(Recorded data)
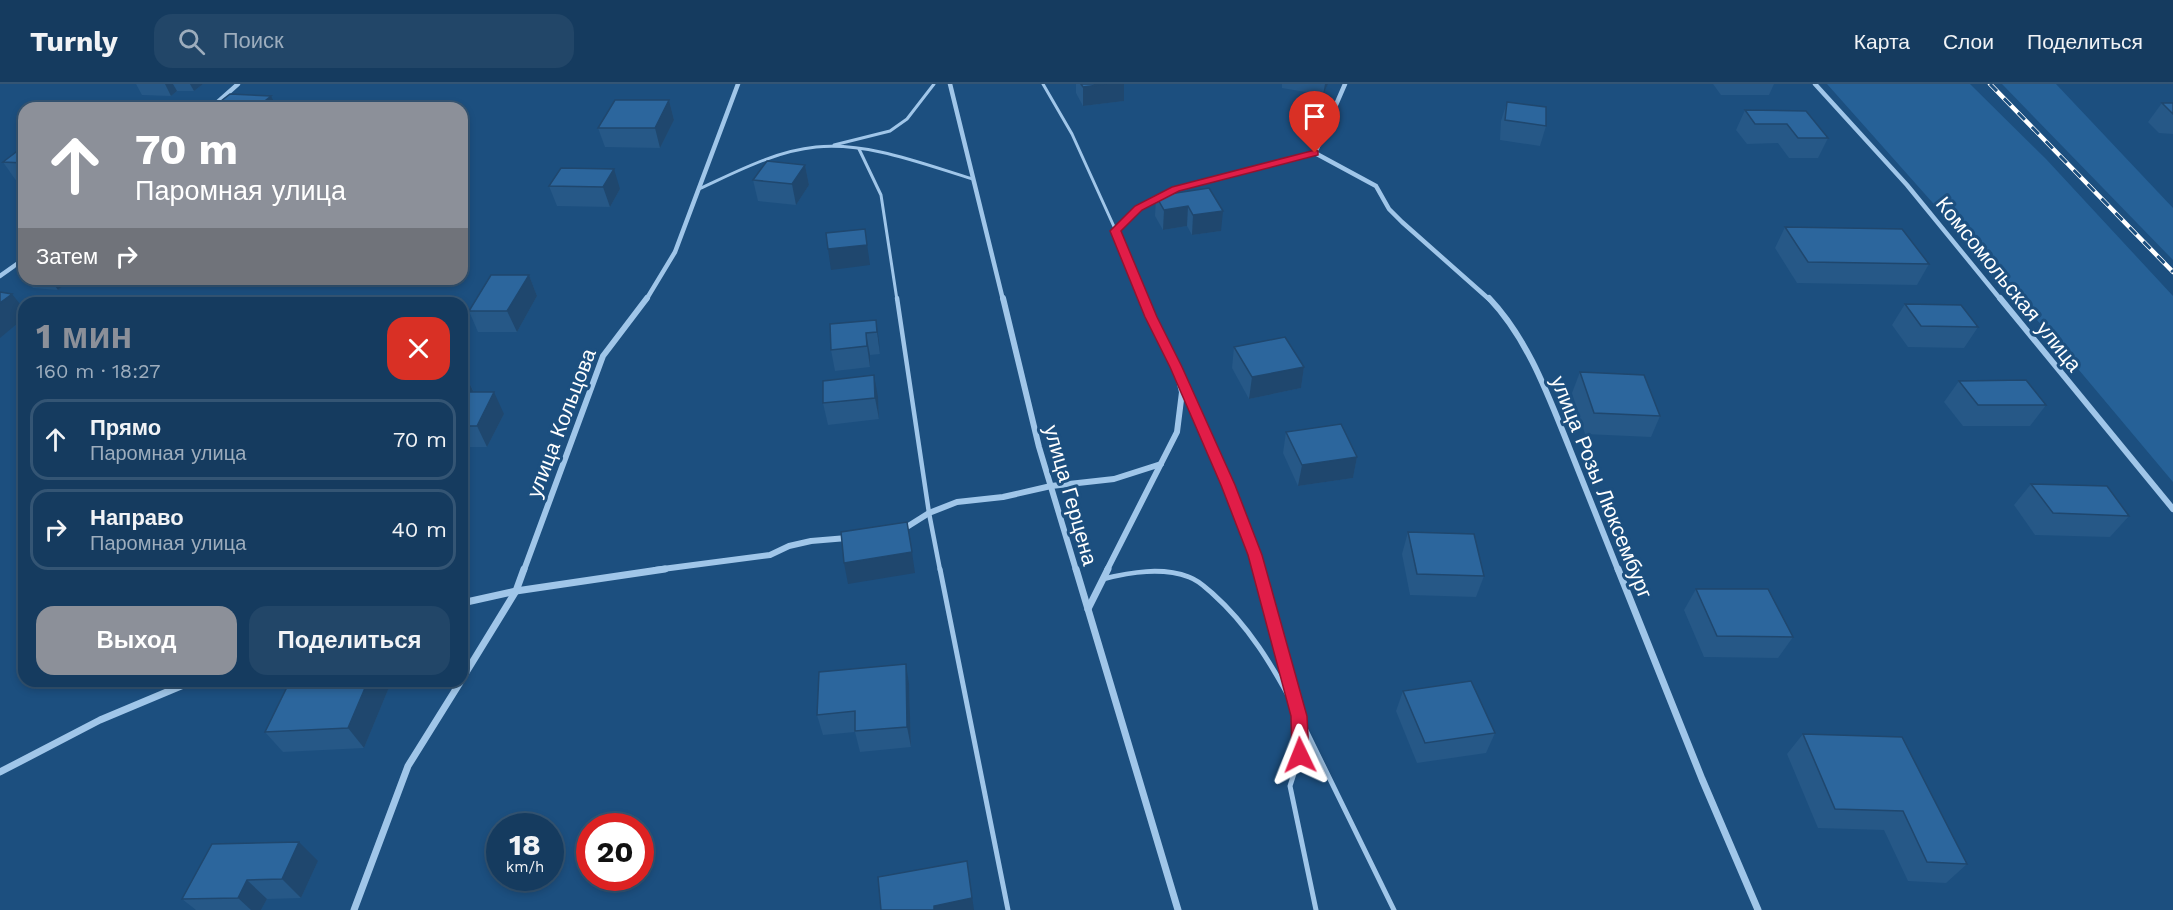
<!DOCTYPE html>
<html lang="ru">
<head>
<meta charset="utf-8">
<style>
	:root { --surface:#153b5f; --page:#224668; --text:#f1f3f6; --muted:#9dadbd; --line:#345574; --accent:#8c9099 }
	body { margin:0; font-family:"Work Sans",sans-serif; background:var(--page); color:var(--text); height:100vh; display:flex; flex-direction:column; font-size:22px; white-space:nowrap }
	* { box-sizing:border-box; margin:0 }
	p { font-size:20px; color:var(--muted) }
	.icon { flex:none; width:33px; height:33px; fill:none; stroke:currentColor; stroke-width:2; stroke-linecap:round; stroke-linejoin:round }
	.map { position:relative; flex:1; overflow:hidden }
	.details { position:absolute; left:18px; top:213px; width:450px; height:390px; display:flex; flex-direction:column; background:var(--surface); border-radius:18px; box-shadow:0 3px 9px #0003,0 0 0 2px var(--line) }
	.details>* { flex:none }
	.guide { position:absolute; left:18px; top:18px; width:450px; height:183px; border-radius:18px; box-shadow:0 3px 9px #0003,0 0 0 2px var(--line); background:#8c9099; color:#fff; overflow:hidden }
	.speed { position:absolute; left:486px; top:729px; display:flex; gap:12px; font-size:30px; font-weight:700; text-align:center }
	.speed>* { display:grid; place-content:center; width:78px; height:78px; border-radius:50%; background:var(--surface); box-shadow:0 3px 9px #0003,0 0 0 2px var(--line); line-height:1 }
	.speed small { font-size:15px; font-weight:400 }
	.speed .limit { border:9px solid #d22; background:#fff; color:#111 }
	.pin { position:absolute; display:grid; place-items:center; width:51px; height:51px; color:#fff; margin:-62px -26px; border-radius:50% 50% 50% 0; rotate:-45deg; box-shadow:0 0 6px #0007 }
	.pin .icon { rotate:45deg }
	.me { position:absolute; width:66px; margin:-33px; rotate:358deg; stroke-linejoin:round; filter:drop-shadow(0 0 4px #0008) }
	.turn { display:flex; align-items:center; gap:21px; height:126px; padding:0 18px; font-size:27px }
	.turn .icon { width:78px; height:78px; stroke-width:2.5 }
	.turn b { display:block; font-size:42px; line-height:51px }
	.then { display:flex; align-items:center; height:57px; padding:0 18px; background:#0003; gap:12px; font-size:22px }
	.round { display:grid; place-items:center; flex:none; width:63px; height:63px; border-radius:18px; background:var(--page) }
	.headline { display:flex; align-items:center; justify-content:space-between; height:102px; padding:0 18px }
	h1 { font-size:36px; font-weight:700; line-height:45px; color:var(--accent) }
	.action { display:flex; gap:12px; margin-top:auto; padding:12px 18px }
	.action a { flex:1; height:69px; border-radius:18px; background:var(--accent); color:#fff; font-size:24px; font-weight:700; line-height:69px; text-align:center }
	.action a+a { background:var(--page); color:var(--text) }
	ul { padding:0; list-style:none }
	li { display:flex; align-items:center; gap:18px; height:81px; margin:0 12px 9px; padding:0 6px; border:3px solid var(--line); border-radius:18px }
	li div { flex:1 }
	li b { display:block; font-size:22px }
	li em { font-style:normal }
	header { display:flex; align-items:center; gap:36px; box-sizing:border-box; height:84px; padding:0 30px; background:var(--surface); border-bottom:2px solid var(--line) }
	header strong { font-size:28px }
	nav { display:flex; gap:33px; margin-inline-start:auto; font-size:21px }
	.search { width:420px; height:54px; background:var(--page); display:flex; align-items:center; gap:15px; box-sizing:border-box; padding:0 21px; border-radius:18px; color:var(--muted); font-size:22px }
	.map>svg:first-child { display:block }
	.green { fill:#266197 }
	.lines { fill:none; stroke-linecap:round; stroke-linejoin:round }
	.lane-far2 { stroke:#a0c6e9; stroke-width:3 }
	.lane-far1 { stroke:#a0c6e9; stroke-width:4.5 }
	.lane { stroke:#a0c6e9; stroke-width:5 }
	.street-far2 { stroke:#a0c6e9; stroke-width:4.5 }
	.street-far1 { stroke:#a0c6e9; stroke-width:6 }
	.street { stroke:#a0c6e9; stroke-width:7 }
	.rail-casing { stroke:#fff; stroke-width:4.5 }
	.rail { stroke:#1c4f7f; stroke-width:3; stroke-dasharray:10; stroke-linecap:butt }
	.wall { fill:#265887 }
	.shaded-wall { fill:#1f476e }
	.building { fill:#2c669d; stroke:#1f476e; stroke-width:1.5 }
	.route { fill:#e11d48; stroke:#92132f; stroke-width:1.5 }
	.labels { text-anchor:middle; dominant-baseline:central; stroke-width:6; stroke-linejoin:round; paint-order:stroke }
	.street-label { font-size:21px; fill:#fff; stroke:#1c4f7f }
</style>
</head>
<body>
<header>
<strong>Turnly</strong>
<div class="search"><svg class="icon" aria-label="search" viewBox="0 0 24 24"><circle cx="10" cy="10" r="6"/><path d="M15 15l6 6"/></svg>Поиск</div>
<nav><a>Карта</a><a>Слои</a><a>Поделиться</a></nav>
</header>
<div class="map">
<svg width="2173" height="826" viewBox="0 0 2173 826">
	<rect width="100%" height="100%" fill="#1c4f7f"/>
	<g class="green">
		<polygon points="1827,0 1970,0 2046,75 2173,212 2173,398 2037,236"/>
		<polygon points="2002,0 2056,0 2173,124 2173,176"/>
	</g>
	<g class="lines">
		<g class="lane-far2">
			<polyline points="1043,0 1072,50 1116,147"/>
			<polyline points="834,61 890,47 907,35 934,0"/>
			<polyline points="859,65 881,111 897,216"/>
			<path d="M 699,105 C 736,88 775,67 816,63 C 869,58 923,80 973,95"/>
		</g>
		<g class="lane-far1">
			<polyline points="897,214 929,429 940,486"/>
			<polyline points="1181,293 1228,401 1259,486"/>
		</g>
		<g class="lane">
			<polyline points="940,485 1008,826"/>
			<polyline points="1259,485 1299,632 1300,671 1290,702 1316,826"/>
			<path d="M 1103,495 C 1131,488 1162,483 1189,493 C 1198,496 1205,503 1212,509 C 1249,542 1272,581 1295,624"/>
			<polyline points="1300,634 1394,826"/>
		</g>
		<g class="street-far2">
			<polyline points="950,0 1003,216"/>
			<polyline points="1815,0 1907,101 2001,216"/>
			<polyline points="211,24 238,0"/>
			<polyline points="1315,69 1376,102 1389,125 1402,138 1490,216"/>
			<polyline points="0,192 24,175"/>
			<polyline points="646,216 675,168 738,0"/>
			<polyline points="1144,216 1116,147 1139,124 1175,105 1315,69 1345,0"/>
		</g>
		<g class="street-far1">
			<polyline points="1003,214 1039,363 1076,486"/>
			<path d="M 1489,214 C 1528,255 1548,311 1569,363 C 1585,404 1602,445 1618,486"/>
			<polyline points="2000,214 2173,425"/>
			<polyline points="902,446 929,429 957,418 1003,413 1051,402 1114,395 1161,380"/>
			<polyline points="524,486 603,272 647,214"/>
			<polyline points="655,486 770,471 789,462 811,457 847,454"/>
			<polyline points="1107,486 1177,348 1182,308 1176,283 1143,214"/>
		</g>
		<g class="street">
			<polyline points="1076,485 1178,826"/>
			<polyline points="1618,485 1702,695 1758,826"/>
			<polyline points="462,519 516,507 665,485"/>
			<polyline points="1088,525 1108,485"/>
			<polyline points="462,595 516,507 524,485"/>
			<polyline points="0,688 100,636 193,597"/>
			<polyline points="354,826 408,682 461,597"/>
		</g>
		<g class="rail-casing">
			<polyline id="rail" points="1990,0 2173,188"/>
		</g>
		<use href="#rail" class="rail"/>
	</g>
	<g class="wall">
		<polygon points="136,0 203,0 194,7 177,7 171,12 142,11"/>
		<polygon points="1076,0 1124,0 1124,17 1083,22 1076,9"/>
		<polygon points="1282,0 1328,0 1323,11 1282,4"/>
		<polygon points="1713,0 1774,0 1769,11 1721,11"/>
		<polygon points="669,16 674,36 660,64 605,63 598,44"/>
		<polygon points="1507,18 1546,42 1540,62 1500,56 1501,37"/>
		<polygon points="2162,19 2173,19 2173,50 2159,49 2148,38"/>
		<polygon points="1745,26 1806,27 1828,54 1818,74 1789,74 1778,59 1747,60 1736,46"/>
		<polygon points="24,62 24,98 17,98 3,78"/>
		<polygon points="805,81 809,101 796,121 758,117 753,96"/>
		<polygon points="561,84 620,105 610,123 557,122 549,102"/>
		<polygon points="1209,104 1221,147 1192,151 1187,142 1163,146 1155,132 1156,112"/>
		<polygon points="1785,143 1929,180 1917,201 1797,199 1775,164"/>
		<polygon points="24,177 24,192 17,183"/>
		<polygon points="529,191 537,212 517,248 478,248 469,227"/>
		<polygon points="26,195 89,195 85,198 68,197 58,206 33,204"/>
		<polygon points="1905,220 1978,243 1964,264 1908,263 1892,241"/>
		<polygon points="876,236 880,270 870,271 870,283 835,287 831,266"/>
		<polygon points="1234,263 1304,283 1301,304 1249,315 1232,284"/>
		<polygon points="1580,288 1660,332 1651,353 1585,350 1572,309"/>
		<polygon points="462,290 465,290 474,308 504,330 487,363 462,363"/>
		<polygon points="1959,297 2046,321 2030,342 1963,342 1944,318"/>
		<polygon points="878,313 879,335 828,341 823,319"/>
		<polygon points="1286,348 1357,373 1353,394 1298,402 1283,369"/>
		<polygon points="2031,400 2129,432 2110,453 2035,451 2014,421"/>
		<polygon points="1408,448 1484,492 1476,513 1410,511 1402,470"/>
		<polygon points="1696,505 1793,553 1778,574 1704,573 1684,526"/>
		<polygon points="909,600 911,663 860,668 855,648 823,651 817,631"/>
		<polygon points="390,601 364,664 283,668 265,648"/>
		<polygon points="1403,607 1495,649 1486,669 1417,679 1396,627"/>
		<polygon points="1803,650 1902,653 1967,780 1946,799 1908,797 1884,746 1818,744 1787,670"/>
		<polygon points="212,760 318,777 301,814 267,815 261,826 196,826 182,815"/>
	</g>
	<g class="shaded-wall">
		<polygon points="165,0 173,0 177,7 171,12"/>
		<polygon points="190,0 203,0 194,7"/>
		<polygon points="1106,0 1124,0 1124,17 1083,22 1083,3"/>
		<polygon points="1325,0 1328,0 1323,11"/>
		<polygon points="271,12 277,24 256,24"/>
		<polygon points="669,16 674,36 660,64 655,44"/>
		<polygon points="805,81 809,101 796,121 792,100"/>
		<polygon points="614,85 620,105 610,123 603,103"/>
		<polygon points="1188,122 1187,142 1163,146 1164,126"/>
		<polygon points="1223,127 1221,147 1192,151 1193,131"/>
		<polygon points="865,145 870,181 831,186 828,165"/>
		<polygon points="529,191 537,212 517,248 507,227"/>
		<polygon points="50,195 66,195 68,197 58,206"/>
		<polygon points="12,210 24,225 24,234 0,254 0,219"/>
		<polygon points="876,236 879,257 880,270 877,248"/>
		<polygon points="866,249 870,271 870,283 867,262"/>
		<polygon points="1304,283 1301,304 1249,315 1252,293"/>
		<polygon points="465,290 475,311 462,322 462,295"/>
		<polygon points="874,291 878,313 879,335 875,314"/>
		<polygon points="494,308 504,330 487,363 477,342"/>
		<polygon points="1357,373 1353,394 1298,402 1302,381"/>
		<polygon points="912,468 915,489 848,500 844,479"/>
		<polygon points="906,580 909,600 911,663 907,643"/>
		<polygon points="368,597 386,597 390,601 364,664 348,644"/>
		<polygon points="299,758 318,777 301,814 282,795"/>
		<polygon points="967,777 974,826 934,826 934,822"/>
		<polygon points="247,796 267,815 261,826 251,826 238,814"/>
	</g>
	<g class="building">
		<polygon points="1081,0 1106,0 1083,3"/>
		<polygon points="230,10 271,12 256,24 212,24"/>
		<polygon points="615,16 669,16 655,44 598,44"/>
		<polygon points="1507,18 1546,23 1546,42 1505,36"/>
		<polygon points="2162,19 2173,19 2173,30"/>
		<polygon points="1745,26 1806,27 1828,54 1798,54 1787,40 1755,40"/>
		<polygon points="24,62 24,79 3,78"/>
		<polygon points="767,77 805,81 792,100 753,96"/>
		<polygon points="561,84 614,85 603,103 549,102"/>
		<polygon points="1209,104 1223,127 1193,131 1188,122 1164,126 1156,112"/>
		<polygon points="1785,143 1902,145 1929,180 1808,178"/>
		<polygon points="865,145 867,161 828,165 826,149"/>
		<polygon points="24,177 24,184 17,183"/>
		<polygon points="491,191 529,191 507,227 469,227"/>
		<polygon points="0,208 12,210 0,219"/>
		<polygon points="1905,220 1961,221 1978,243 1921,242"/>
		<polygon points="876,236 877,248 866,249 867,262 831,266 830,240"/>
		<polygon points="1285,253 1304,283 1252,293 1234,263"/>
		<polygon points="1580,288 1644,291 1660,332 1594,329"/>
		<polygon points="874,291 875,314 823,319 823,297"/>
		<polygon points="2026,296 2046,321 1978,321 1959,297"/>
		<polygon points="462,308 494,308 477,342 462,342"/>
		<polygon points="1341,340 1357,373 1302,381 1286,348"/>
		<polygon points="2031,400 2107,402 2129,432 2053,429"/>
		<polygon points="907,438 912,468 844,479 841,448"/>
		<polygon points="1408,448 1474,450 1484,492 1417,490"/>
		<polygon points="1696,505 1768,505 1793,553 1717,552"/>
		<polygon points="906,580 907,643 855,647 855,627 817,631 819,588"/>
		<polygon points="290,597 368,597 348,644 265,648"/>
		<polygon points="1471,597 1495,649 1425,659 1403,607"/>
		<polygon points="1803,650 1902,653 1967,780 1927,778 1903,727 1835,725"/>
		<polygon points="299,758 282,795 247,796 238,814 182,815 212,760"/>
		<polygon points="967,777 972,814 934,822 934,826 881,826 878,793"/>
	</g>
	<polygon class="route" points="1315,66 1318,67 1318,71 1179,107 1142,126 1121,147 1157,233 1182,283 1235,401 1262,471 1307,632 1309,671 1306,676 1300,678 1295,676 1292,671 1291,632 1248,471 1221,401 1170,283 1145,233 1110,147 1135,122 1172,103"/>
	<g class="labels">
		<g class="street-label">
			<text transform="translate(2009 200) rotate(51)">Комсомольская улица</text>
			<text transform="translate(561 339) rotate(-69)">улица Кольцова</text>
			<text transform="translate(1602 403) rotate(68)">улица Розы Люксембург</text>
			<text transform="translate(1071 411) rotate(74)">улица Герцена</text>
		</g>
	</g>
</svg>
<div class="speed"><div>18<small>km/h</small></div><div class="limit">20</div></div>
<div class="pin" style="left:1315px;top:69px;background:#d93025"><svg class="icon" aria-label="arrive" viewBox="0 0 24 24"><path d="M6 21V4h12l-3 4 3 4H6"/></svg></div>
<svg class="me" style="left:1300px;top:671px" viewBox="-20 -20 40 40"><path d="M0-17L14 15 0 8-14 15z" fill="#e11d48" stroke="#fff" stroke-width="4"/></svg>
<div class="guide">
<div class="turn"><svg class="icon" aria-label="ahead" viewBox="0 0 24 24"><path d="M12 20V5M6 11l6-6 6 6"/></svg><div><b>70 m</b>Паромная улица</div></div>
<div class="then">Затем<svg class="icon" aria-label="right" viewBox="0 0 24 24"><path d="M7 20v-9h11M14 6l5 5-5 5"/></svg></div>
</div>
<section class="details">
<div class="headline"><div><h1>1 мин</h1><p>160 m · 18:27</p></div><a class="round" style="background:#d93025;color:#fff"><svg class="icon" aria-label="close" viewBox="0 0 24 24"><path d="M6 6l12 12M18 6L6 18"/></svg></a></div>
<ul>
<li><svg class="icon" aria-label="ahead" viewBox="0 0 24 24"><path d="M12 20V5M6 11l6-6 6 6"/></svg><div><b>Прямо</b><p>Паромная улица</p></div><em>70 m</em></li>
<li><svg class="icon" aria-label="right" viewBox="0 0 24 24"><path d="M7 20v-9h11M14 6l5 5-5 5"/></svg><div><b>Направо</b><p>Паромная улица</p></div><em>40 m</em></li>
</ul>
<div class="action"><a>Выход</a><a>Поделиться</a></div>
</section>
</div>
</body>
</html>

▶ Work to be completed
Your answer must be the exact lines of the records from the first one through the line containing "--surface:#153b5f; --page:#224668; --text:#f1f3f6;", with no pictures in it.

▶ Solution
<!DOCTYPE html>
<html lang="ru">
<head>
<meta charset="utf-8">
<style>
	:root { --surface:#153b5f; --page:#224668; --text:#f1f3f6; --muted:#9dadbd; --line:#345574; --accent:#8c9099 }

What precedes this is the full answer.